## Data provided
—————

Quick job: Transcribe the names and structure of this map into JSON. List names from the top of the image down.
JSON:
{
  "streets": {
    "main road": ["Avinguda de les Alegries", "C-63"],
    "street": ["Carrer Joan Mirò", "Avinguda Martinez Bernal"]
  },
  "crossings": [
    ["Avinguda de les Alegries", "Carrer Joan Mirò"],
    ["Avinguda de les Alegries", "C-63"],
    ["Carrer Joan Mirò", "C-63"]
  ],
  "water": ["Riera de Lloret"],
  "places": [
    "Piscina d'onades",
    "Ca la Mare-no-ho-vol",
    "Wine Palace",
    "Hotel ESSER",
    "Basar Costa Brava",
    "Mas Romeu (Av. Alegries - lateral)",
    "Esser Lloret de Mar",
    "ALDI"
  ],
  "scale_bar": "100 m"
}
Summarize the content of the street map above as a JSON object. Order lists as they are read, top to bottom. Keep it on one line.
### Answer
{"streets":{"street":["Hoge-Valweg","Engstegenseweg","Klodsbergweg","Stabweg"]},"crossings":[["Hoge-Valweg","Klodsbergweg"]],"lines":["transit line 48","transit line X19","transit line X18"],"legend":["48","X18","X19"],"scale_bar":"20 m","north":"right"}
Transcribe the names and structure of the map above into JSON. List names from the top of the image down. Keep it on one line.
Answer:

—————

## What is being asked
Reading through the records above, report each line in which the string "names" is found.

## Task output
Quick job: Transcribe the names and structure of this map into JSON. List names from the top of the image down.
Transcribe the names and structure of the map above into JSON. List names from the top of the image down. Keep it on one line.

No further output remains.